Le critique du Kremlin Alexei Navalny a perdu un appel contre ce qu’il a décrit comme une décision politiquement motivée de l’emprisonner pendant près de trois ans.
Le russe Le chef de l’opposition, militant anti-corruption et critique le plus virulent du président Vladimir Poutine, a été condamné plus tôt en février pour avoir prétendument violé les accusations de libération conditionnelle.
Navalny, 44 ans, a été emprisonné après son arrestation le 17 janvier.

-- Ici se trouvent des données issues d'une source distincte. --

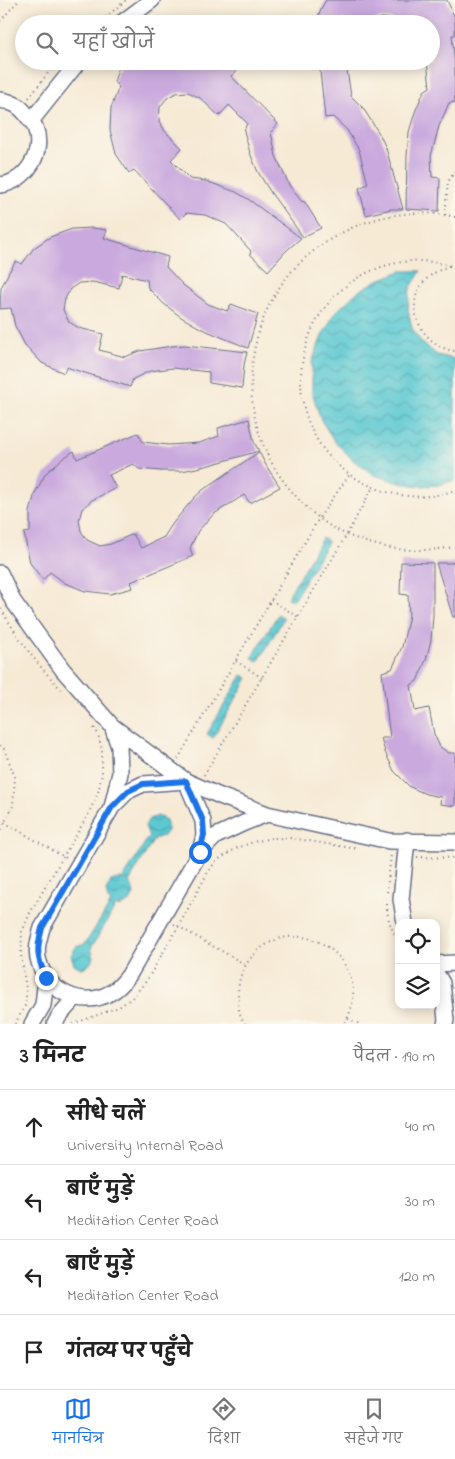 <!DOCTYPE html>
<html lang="hi">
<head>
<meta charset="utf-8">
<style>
	:root { --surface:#fff; --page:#f6f6f6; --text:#222; --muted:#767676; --line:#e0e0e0; --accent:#1a73e8 }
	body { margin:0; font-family:"Indie Flower","Playpen Sans Deva",sans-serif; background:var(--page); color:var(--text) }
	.controls { position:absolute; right:15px; bottom:15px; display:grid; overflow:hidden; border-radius:10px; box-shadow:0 2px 12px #0003 }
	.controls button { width:45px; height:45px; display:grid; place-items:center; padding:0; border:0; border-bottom:1px solid var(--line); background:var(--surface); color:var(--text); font:25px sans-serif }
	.stop { position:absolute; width:15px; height:15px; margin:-11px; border:4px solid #1a73e8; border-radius:50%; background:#fff }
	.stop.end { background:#1a73e8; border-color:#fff; box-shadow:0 1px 5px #0008 }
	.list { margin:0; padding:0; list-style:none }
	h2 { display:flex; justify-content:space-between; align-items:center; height:65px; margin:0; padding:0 20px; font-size:21px }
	h2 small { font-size:16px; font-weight:400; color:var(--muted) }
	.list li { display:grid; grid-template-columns:32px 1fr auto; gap:15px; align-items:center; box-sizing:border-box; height:75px; padding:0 20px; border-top:1px solid var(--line) }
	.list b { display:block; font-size:19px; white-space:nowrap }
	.list p { margin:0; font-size:16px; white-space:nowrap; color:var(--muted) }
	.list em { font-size:16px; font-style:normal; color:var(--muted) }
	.icon { flex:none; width:28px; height:28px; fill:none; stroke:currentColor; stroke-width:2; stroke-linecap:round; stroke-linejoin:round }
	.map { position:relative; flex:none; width:455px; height:1024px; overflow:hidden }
	.search { position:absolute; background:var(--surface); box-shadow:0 2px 12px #0003; left:15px; right:15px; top:15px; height:55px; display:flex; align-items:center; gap:12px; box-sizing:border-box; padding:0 18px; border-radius:28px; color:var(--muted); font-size:19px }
	.sheet { height:365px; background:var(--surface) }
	nav { display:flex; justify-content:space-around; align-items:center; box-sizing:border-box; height:70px; border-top:1px solid var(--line); background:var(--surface); font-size:14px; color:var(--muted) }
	nav a { display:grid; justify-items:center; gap:2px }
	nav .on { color:var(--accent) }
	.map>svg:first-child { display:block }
	.water { fill:url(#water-waves); stroke:#3c7c98 }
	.building { fill:#caaade }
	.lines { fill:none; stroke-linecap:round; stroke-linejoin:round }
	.minor-casing { stroke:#687088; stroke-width:18 }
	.path { stroke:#687088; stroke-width:2; stroke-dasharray:1 4; stroke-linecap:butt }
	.minor { stroke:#fff; stroke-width:15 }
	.route { stroke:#1a73e8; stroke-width:6 }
</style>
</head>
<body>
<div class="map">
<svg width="455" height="1024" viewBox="0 0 455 1024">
	<defs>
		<pattern id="water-waves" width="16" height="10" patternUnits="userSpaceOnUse" patternTransform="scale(1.25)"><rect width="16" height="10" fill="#5cc9d1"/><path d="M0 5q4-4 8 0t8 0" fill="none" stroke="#4ba4ad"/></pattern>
	</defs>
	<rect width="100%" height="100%" fill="#fbf7ec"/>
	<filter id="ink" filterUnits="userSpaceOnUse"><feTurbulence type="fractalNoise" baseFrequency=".02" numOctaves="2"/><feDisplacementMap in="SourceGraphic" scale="10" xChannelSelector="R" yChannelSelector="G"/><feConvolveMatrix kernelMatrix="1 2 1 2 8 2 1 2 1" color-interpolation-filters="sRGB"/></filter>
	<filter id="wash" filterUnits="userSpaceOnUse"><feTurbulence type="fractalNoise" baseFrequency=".0096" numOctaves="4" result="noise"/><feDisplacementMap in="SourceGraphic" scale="20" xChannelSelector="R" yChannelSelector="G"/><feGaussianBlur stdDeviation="1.12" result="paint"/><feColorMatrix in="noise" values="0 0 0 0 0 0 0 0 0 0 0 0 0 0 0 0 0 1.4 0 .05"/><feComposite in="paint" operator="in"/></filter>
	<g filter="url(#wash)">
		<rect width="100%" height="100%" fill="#f6ead5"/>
		<path class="water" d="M401,271h20l-11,18 -2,21 4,18 9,14 16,13 18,4v121l-16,5 -20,1 -19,-3 -26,-8 -21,-15 -18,-18 -14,-22 -9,-28v-30l10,-26 13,-23 22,-21 19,-11z
			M322,538l6,4 -35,59 -6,-3z
			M278,614l6,4 -26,44 -6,-4z
			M242,675l6,3 -35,60 -6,-4z
			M158,816l8,4 2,9 -5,7 -9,3 -25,43 2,2 3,10 -5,9 -10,4 -3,-1 -25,42 3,9 -5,8 -8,3 -7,-4 -3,-9 5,-8 9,-3 26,-41 -3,-3 -2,-9 5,-10 10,-3 2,1 26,-43 -4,-10 4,-7z"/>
		<g id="blocks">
			<path class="building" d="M326,0h121l8,18v17h-3l3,30v37l-6,1 -10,23 -8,30 1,21 8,1 -1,33 -33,-2 1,-53 2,-24 6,-20 9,-21 6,-4 -3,-26h4v-37h-32l-7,-5 -10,-1 -11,3 -2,3h-54l8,-19z
				M128,61h98l12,9 -7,6 47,48 -7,8 5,24 13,29 13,17 2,-1 17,27 -18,9 -32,-44 -13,-21 -8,-19 -6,-22 3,-8 -18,-18 -10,11 -19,-18 -12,-6 -12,1 -9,5 -7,9 -1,14 6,10 17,17 -11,12 19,19 16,2 30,11 12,7 53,39 -15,13 -18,20 -18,-17 1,-3 -25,-27 -21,-9 -19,-2 -6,6 -46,-49 -5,3 -13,-19 -6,-24 1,-22 8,-21 -5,-5 4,-13z
				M319,61h50v5l-22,4 4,26 12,12 17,27 6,13 17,61h-12l-25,6 -7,-27 9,-4 -9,-34 -12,-20 -14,-13 -8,1z
				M93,228l14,2 -3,8 64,19 -2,10 17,18 25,19 19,7 4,-7 27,10 -10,34 -46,-19 -21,-12 -17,-13 -16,-16 -1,-8 -25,-6 -3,14 -26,-6 -14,1 -9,6 -5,10 -2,11 6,12 10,6 24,6 -4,16 26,7 15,-6 32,-5 13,-1 62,7 -3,13 -2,23 -33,-5v-11l-36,-4 -23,3 -17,8 -3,8 -64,-20 -2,6 -22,-10 -17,-18 -10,-19 -4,-18 -11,1 1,-21 8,-16 7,-11 6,3 12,-16 16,-11 22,-8z
				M249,419l5,23 5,9 -53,15 -24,5h-21l-22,-2 -6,-5 -24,11 7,13 -24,12 -10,9 -3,11 2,11 6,9 13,6 11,-2 22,-10 8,14 23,-11 9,-14 21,-25 10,-9 55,-37 8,15 13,20 -30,16 -6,-8 -30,19 -16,17 -8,17 3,8 -62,26 2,6 -23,6 -25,-3 -20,-8 -15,-11 -7,8 -13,-17 -6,-30 6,-1v-20l5,-19 11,-20 16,-14 12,-8 3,8 61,-26 5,9 25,3 31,-2 20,-7 -1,-8z
				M401,562l32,1v53l-2,24 -5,20 -9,21 -6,4 4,26 14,-3 5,26 6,13 9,6h6v53l-15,-2 1,-7 -15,-3 -16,-7 -16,-16 -9,-19 -4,-14h9l-8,-66 10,-3 10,-22 7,-31 -1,-21 -8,-1z
				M455,562v55h-2l-17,-54h13z"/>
		</g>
	</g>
	<g filter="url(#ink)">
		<use href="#blocks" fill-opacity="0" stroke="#687088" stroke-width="1"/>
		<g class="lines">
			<defs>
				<path id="minor" d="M120,24l32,-24
					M0,100c4,1 8,1 11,3 8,2 13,8 18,15 2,3 5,6 6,9 10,26 -9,55 -35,58
					M31,121l48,-60
					M0,573l13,28 50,69 49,56 74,55 34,15 47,18 122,27 66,1
					M186,781l17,40 1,14 -4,17 -71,123c-5,7 -11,14 -19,18 -28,16 -63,-2 -71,-31 -4,-12 0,-23 3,-34l70,-121 16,-16 15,-7z
					M112,807l8,-34 -1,-26 -7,-21
					M200,852l16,-16 28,-13 23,-9
					M405,923l-4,-24 6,-59
					M436,964l19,-1
					M436,973l6,10 4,37 -1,4
					M32,1024l11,-19 3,-27
					M55,1024l4,-8 16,-18"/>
			</defs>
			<use href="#minor" class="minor-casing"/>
			<path class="path" d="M0,21l19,-21
				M98,24l28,-24
				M29,98l19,-25 11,-12
				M445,215l3,-33 7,-11
				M455,217c-39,-9 -82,-2 -117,18 -24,13 -46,32 -61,56 -39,64 -34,147 17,203 17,20 39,37 64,45 34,13 62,13 97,8
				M449,266c-13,5 -27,13 -32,27 -9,26 12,55 38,58
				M455,267c-15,-4 -30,-7 -45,-6 -123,12 -151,178 -37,226 25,11 56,13 82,3
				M271,600l27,17
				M1,609c17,29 36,56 60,80
				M236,661l26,17
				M0,745l4,4 11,28 -2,29 -13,25
				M178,759l141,-241 31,-44
				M204,775l143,-241 26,-47
				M0,820l68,39
				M417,857l38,1
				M387,892l4,-38
				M387,904c0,15 4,25 12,37
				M174,924l72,41
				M348,1019l12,5
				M15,1024l11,-20v-15l-5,-34 1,-23 8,-19 58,-98 10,-22 4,-19v-24l-4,-16 -5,-8
				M73,1024l46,-17 13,-9 15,-18 31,-53 30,-55 8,-11 21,-13 16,-6 19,-4h19l67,11
				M245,1024c-8,-11 -8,-27 -6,-40 2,-14 10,-26 21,-35 50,-39 118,21 84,75"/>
			<use href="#minor" class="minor"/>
		</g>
	</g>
	<g class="lines" filter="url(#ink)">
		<path class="route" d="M46,978c-9,-21 -10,-27 -4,-50l70,-121 16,-16 15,-7 43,-3 17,40 1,14 -4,17"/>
	</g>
</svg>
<div class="controls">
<button><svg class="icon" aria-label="locate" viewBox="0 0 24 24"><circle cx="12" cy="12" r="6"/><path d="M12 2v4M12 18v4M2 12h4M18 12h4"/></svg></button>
<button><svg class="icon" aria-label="layers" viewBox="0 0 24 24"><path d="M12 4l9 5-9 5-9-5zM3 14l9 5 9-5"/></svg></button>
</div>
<div class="stop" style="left:200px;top:852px"></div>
<div class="stop end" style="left:46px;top:978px"></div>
<div class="search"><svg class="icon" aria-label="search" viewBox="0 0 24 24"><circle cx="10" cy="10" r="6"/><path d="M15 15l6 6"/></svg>यहाँ खोजें</div>
</div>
<section class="sheet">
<h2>3 मिनट<small>पैदल · 190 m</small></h2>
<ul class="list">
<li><svg class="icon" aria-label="ahead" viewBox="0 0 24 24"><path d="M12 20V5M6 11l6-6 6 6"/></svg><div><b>सीधे चलें</b><p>University Internal Road</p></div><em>40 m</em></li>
<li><svg class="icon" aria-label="left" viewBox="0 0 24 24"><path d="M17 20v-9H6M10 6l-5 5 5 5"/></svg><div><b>बाएँ मुड़ें</b><p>Meditation Center Road</p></div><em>30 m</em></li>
<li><svg class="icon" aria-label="left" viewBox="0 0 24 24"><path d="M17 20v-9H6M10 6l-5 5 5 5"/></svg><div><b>बाएँ मुड़ें</b><p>Meditation Center Road</p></div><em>120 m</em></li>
<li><svg class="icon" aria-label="arrive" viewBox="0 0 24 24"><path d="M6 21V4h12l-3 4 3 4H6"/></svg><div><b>गंतव्य पर पहुँचे</b></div></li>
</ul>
</section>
<nav>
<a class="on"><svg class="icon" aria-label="map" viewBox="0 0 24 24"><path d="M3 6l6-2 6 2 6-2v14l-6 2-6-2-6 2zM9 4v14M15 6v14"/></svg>मानचित्र</a>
<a><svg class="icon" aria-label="directions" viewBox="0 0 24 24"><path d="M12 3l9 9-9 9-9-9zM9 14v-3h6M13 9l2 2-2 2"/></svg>दिशा</a>
<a><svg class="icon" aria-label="saved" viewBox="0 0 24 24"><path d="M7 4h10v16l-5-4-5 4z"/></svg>सहेजे गए</a>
</nav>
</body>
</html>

Il a été détenu alors qu’il rentrait d’Allemagne en Russie, où il avait passé cinq mois à se remettre d’un empoisonnement par un agent neurotoxique qu’il attribue au Kremlin – une allégation niée par les autorités russes.
Sa condamnation découle d’une condamnation pour détournement de fonds en 2014 qu’il a rejetée comme fabriquée et que la Cour européenne des droits de l’homme a jugé illégale.
Navalny avait demandé au tribunal municipal de Moscou d’annuler la condamnation et de le libérer.
Samedi matin, le tribunal a rejeté son appel mais a raccourci sa peine de prison initiale de six semaines.
La peine initiale était de 3,5 ans mais, compte tenu du temps qu’il a déjà passé en résidence surveillée, elle s’élevait à environ deux ans et huit mois.